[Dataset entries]
____

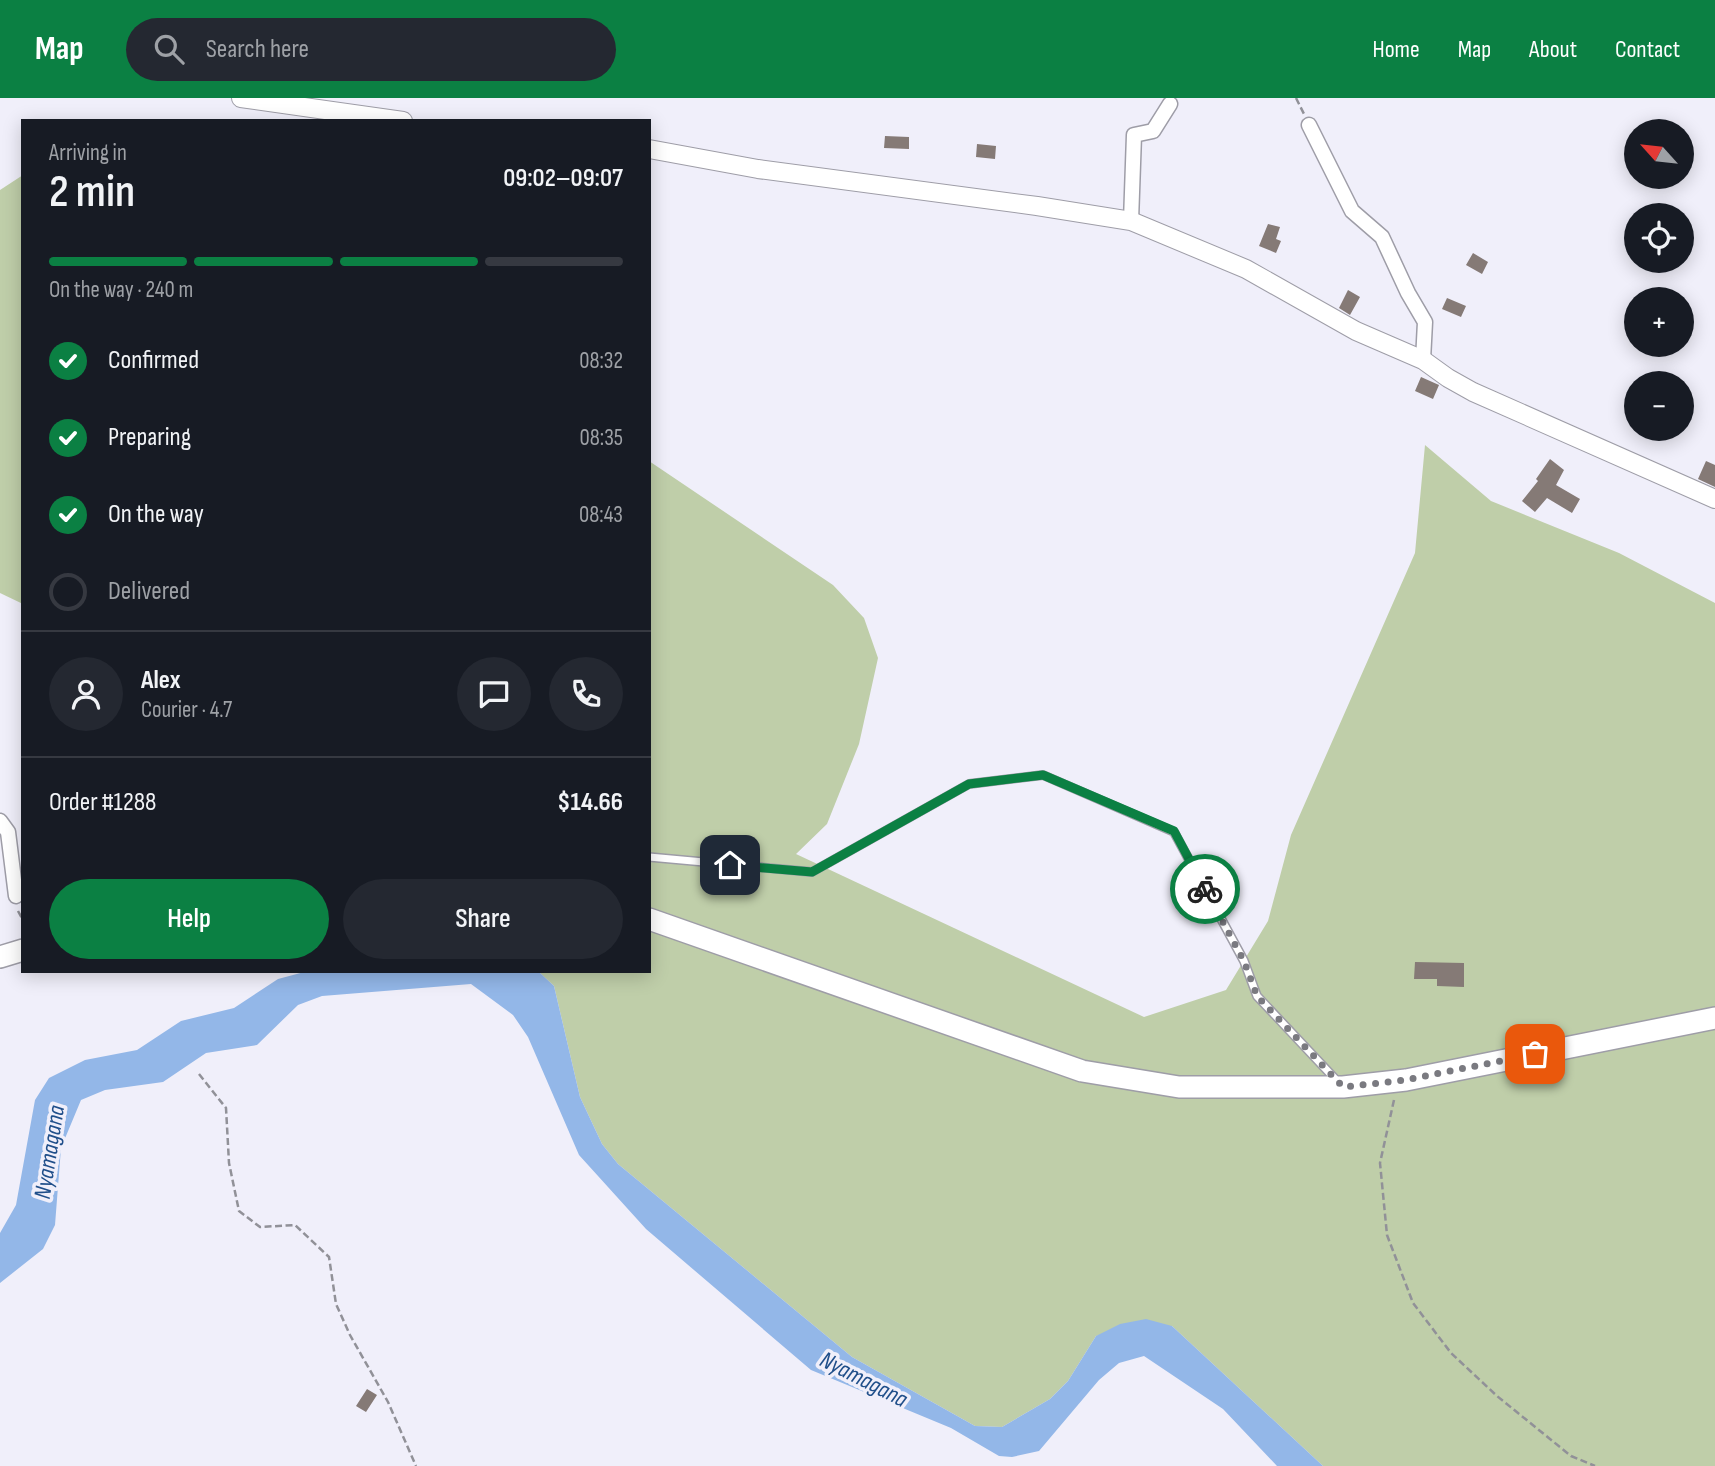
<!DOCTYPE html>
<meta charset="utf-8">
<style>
body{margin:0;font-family:"Sofia Sans Condensed",sans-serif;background:#242831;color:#f1f3f6;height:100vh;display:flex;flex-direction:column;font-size:26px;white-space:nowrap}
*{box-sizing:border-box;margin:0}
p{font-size:23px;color:#9ea1a6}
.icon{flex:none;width:38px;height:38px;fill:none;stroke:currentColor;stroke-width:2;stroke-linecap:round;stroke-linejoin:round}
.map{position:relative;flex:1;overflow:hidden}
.details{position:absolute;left:21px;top:21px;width:630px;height:854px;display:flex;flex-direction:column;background:#171b24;border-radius:0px;box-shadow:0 4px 18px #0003}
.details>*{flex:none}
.needle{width:46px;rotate:297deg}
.buttons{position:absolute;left:1624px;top:21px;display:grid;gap:14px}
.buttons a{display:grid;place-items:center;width:70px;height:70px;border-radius:50%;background:#171b24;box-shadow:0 4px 18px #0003;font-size:35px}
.pin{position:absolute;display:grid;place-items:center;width:60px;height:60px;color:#fff;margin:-30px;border-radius:14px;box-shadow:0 4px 10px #0006}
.courier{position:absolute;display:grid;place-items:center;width:70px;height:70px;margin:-35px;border:5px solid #0b8043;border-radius:50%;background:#fff;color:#222;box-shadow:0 2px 9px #0007}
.overview em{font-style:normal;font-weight:600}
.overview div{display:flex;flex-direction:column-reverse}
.overview{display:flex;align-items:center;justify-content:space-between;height:119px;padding:0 28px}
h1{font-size:46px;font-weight:600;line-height:52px}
.bar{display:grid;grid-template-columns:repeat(4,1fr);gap:10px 7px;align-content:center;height:84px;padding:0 28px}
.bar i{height:9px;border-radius:5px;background:#363941}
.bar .selected{background:#0b8043}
.bar p{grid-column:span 4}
.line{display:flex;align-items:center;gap:18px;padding:0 28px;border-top:2px solid #363941}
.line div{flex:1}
.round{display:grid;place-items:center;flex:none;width:74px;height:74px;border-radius:37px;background:#242831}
ol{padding:0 28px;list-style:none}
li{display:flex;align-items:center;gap:21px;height:77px}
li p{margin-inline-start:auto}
li .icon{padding:7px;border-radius:50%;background:#0b8043;color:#fff;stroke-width:4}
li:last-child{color:#9ea1a6}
li i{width:38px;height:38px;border:4px solid #363941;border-radius:50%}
.primary-button{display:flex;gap:14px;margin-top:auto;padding:14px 28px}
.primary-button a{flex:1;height:80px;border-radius:42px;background:#0b8043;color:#fff;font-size:28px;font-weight:600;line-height:80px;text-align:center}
.primary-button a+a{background:#242831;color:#f1f3f6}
header{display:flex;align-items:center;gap:42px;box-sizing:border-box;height:98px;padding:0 35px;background:#0b8043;color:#fff}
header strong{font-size:33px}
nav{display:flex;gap:38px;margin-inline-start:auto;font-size:24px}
.search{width:490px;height:63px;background:#242831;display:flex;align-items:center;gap:18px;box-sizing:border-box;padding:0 24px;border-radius:38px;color:#9ea1a6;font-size:26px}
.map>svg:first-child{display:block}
.green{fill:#bfcea9}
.water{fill:#93b7e8}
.building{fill:#857a76}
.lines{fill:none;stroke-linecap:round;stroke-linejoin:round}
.service-casing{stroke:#9e9da7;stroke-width:10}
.minor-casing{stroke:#9e9da7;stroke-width:17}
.tertiary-casing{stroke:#9e9da7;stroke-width:20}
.primary-casing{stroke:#9e9da7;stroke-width:24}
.path{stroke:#919198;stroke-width:2.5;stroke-dasharray:7 3.5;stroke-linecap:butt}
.service{stroke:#fff;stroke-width:7}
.minor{stroke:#fff;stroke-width:14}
.tertiary{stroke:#fff;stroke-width:18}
.primary{stroke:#fff;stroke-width:21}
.done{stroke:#7a7a80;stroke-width:7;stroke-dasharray:0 12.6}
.route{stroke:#0b8043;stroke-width:9}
.labels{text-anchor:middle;stroke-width:7;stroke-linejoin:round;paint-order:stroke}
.water-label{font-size:24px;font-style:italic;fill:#204f8a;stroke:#f0effa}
</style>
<header>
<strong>Map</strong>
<div class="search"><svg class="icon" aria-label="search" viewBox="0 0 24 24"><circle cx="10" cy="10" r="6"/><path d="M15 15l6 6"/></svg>Search here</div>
<nav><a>Home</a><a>Map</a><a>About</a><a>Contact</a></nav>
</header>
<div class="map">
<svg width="1715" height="1368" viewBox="0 0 1715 1368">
<rect width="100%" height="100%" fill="#f0effa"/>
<path class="green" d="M23,77v429l-23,-11v-403z
M1425,347l66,56 128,52 96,50v863h-392l-151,-140 -76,10 -28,45 -18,18 -48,28 -27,-1 -123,-69 -234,-193 -16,-20 -22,-47 -26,-111 -16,-15h111v-510l184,124 31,33 14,40 -19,86 -32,80 -31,30 348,163 82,-27 42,-69 23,-86 124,-282z"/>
<path class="water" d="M308,873h230l16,15 26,111 22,47 16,20 234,193 123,69 27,1 48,-28 18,-18 28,-45 24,-12 26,-5 26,7 151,140h-46l-54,-57 -79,-53 -25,7 -20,17 -60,71 -27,6 -13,-1 -48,-28 -140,-58 -165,-141 -67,-74 -51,-118 -15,-22 -42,-31 -149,12 -24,9 -41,40 -51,8 -43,29 -58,8 -24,10 -20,48 -6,77 -12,24 -43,34v-50l16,-28 19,-105 14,-22 36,-18 52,-10 44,-29 53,-13 44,-29z"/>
<path class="building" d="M885,38l24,1v12l-25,-1z
M977,46l19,2 -1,13 -19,-2z
M1268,126l12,3 -4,12 5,2 -5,12 -17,-7z
M1473,155l15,9 -6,12 -16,-9z
M1348,192l12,7 -10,18 -11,-7z
M1447,200l19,8 -5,11 -19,-8z
M1421,279l18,8 -6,14 -18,-8z
M1550,361l14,11 -8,15 24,14 -8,14 -25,-15 -12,14 -13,-11 16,-20 -2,-2z
M1706,363l9,4v22l-17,-8z
M1415,864l49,1v24l-27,-1v-7h-23z
M367,1291l10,6 -11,17 -10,-6z"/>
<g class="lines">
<g class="service-casing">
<path id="service" d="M649,759l163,15 157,-88 74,-9 131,57 70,129 13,35 81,86"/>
</g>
<g class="minor-casing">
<path id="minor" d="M1309,27l43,86 30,26 26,56 17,29 -2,38
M1131,123l3,-86 19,-4 17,-27
M0,723l8,11 8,64"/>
</g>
<g class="tertiary-casing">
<path id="tertiary" d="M241,0l162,23
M649,51l109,20 279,37 94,15 115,48 110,62 67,29 25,18 25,14 242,107"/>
</g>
<g class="primary-casing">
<path id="primary" d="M649,821l433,152 97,16h164l63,-7 309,-62
M0,859l23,-7"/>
</g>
<path class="path" d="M1296,0l8,16
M18,813l5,9
M199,976l27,34 3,55 10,48 21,16 35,-2 34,32 7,47 14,31 38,67 28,64
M1394,1002l-14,63 7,72 26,68 38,50 46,43 74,60 24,10"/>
<use href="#service" class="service"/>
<use href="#minor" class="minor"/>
<use href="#tertiary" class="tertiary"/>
<use href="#primary" class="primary"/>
</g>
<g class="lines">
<path class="done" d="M1205,791l39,72 13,35 86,91 63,-7 129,-26"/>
<path class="route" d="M730,767l82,7 157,-88 74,-9 131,56 31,58"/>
</g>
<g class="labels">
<g class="water-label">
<text transform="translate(49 1054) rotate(-81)" y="8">Nyamagana</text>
<text transform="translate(864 1281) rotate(27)" y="8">Nyamagana</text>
</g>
</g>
</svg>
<div class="buttons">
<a><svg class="needle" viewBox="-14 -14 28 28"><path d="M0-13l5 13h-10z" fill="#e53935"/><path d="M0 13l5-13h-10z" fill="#9ea1a6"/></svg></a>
<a><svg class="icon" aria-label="locate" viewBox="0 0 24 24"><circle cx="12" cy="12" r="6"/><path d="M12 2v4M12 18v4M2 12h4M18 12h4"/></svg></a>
<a>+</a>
<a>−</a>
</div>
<div class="pin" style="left:1535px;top:956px;background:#ea580c"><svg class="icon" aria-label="bag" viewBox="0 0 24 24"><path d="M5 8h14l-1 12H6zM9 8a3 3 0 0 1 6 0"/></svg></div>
<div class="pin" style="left:730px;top:767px;background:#1f2937"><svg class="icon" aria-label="home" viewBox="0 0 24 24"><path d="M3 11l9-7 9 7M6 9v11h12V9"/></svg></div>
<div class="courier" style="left:1205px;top:791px"><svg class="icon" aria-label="bike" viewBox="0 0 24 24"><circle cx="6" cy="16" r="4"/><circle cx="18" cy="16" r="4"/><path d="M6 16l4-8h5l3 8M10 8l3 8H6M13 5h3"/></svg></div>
<section class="details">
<div class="overview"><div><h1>2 min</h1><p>Arriving in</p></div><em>09:02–09:07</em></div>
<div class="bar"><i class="selected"></i><i class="selected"></i><i class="selected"></i><i></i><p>On the way · 240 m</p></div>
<ol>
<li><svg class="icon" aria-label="check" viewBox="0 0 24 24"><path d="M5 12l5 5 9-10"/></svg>Confirmed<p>08:32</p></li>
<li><svg class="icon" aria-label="check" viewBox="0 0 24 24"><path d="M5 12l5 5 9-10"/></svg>Preparing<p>08:35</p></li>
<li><svg class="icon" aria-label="check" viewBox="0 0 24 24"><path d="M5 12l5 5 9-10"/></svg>On the way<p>08:43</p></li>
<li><i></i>Delivered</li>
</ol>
<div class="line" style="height:126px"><a class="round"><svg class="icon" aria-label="person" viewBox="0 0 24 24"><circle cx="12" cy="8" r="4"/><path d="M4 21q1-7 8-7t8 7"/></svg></a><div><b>Alex</b><p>Courier · 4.7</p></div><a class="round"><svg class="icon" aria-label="chat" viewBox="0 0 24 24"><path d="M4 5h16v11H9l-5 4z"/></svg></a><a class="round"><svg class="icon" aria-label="phone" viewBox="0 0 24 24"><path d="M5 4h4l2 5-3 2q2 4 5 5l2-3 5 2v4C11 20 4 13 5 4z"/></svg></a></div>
<div class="line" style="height:91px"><div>Order #1288</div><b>$14.66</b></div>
<div class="primary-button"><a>Help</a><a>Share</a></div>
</section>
</div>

____

TASK DESCRIPTION: As you read the records above, find each line that contains "overview" and copy it.

ANSWER BOX:
.overview em{font-style:normal;font-weight:600}
.overview div{display:flex;flex-direction:column-reverse}
.overview{display:flex;align-items:center;justify-content:space-between;height:119px;padding:0 28px}
<div class="overview"><div><h1>2 min</h1><p>Arriving in</p></div><em>09:02–09:07</em></div>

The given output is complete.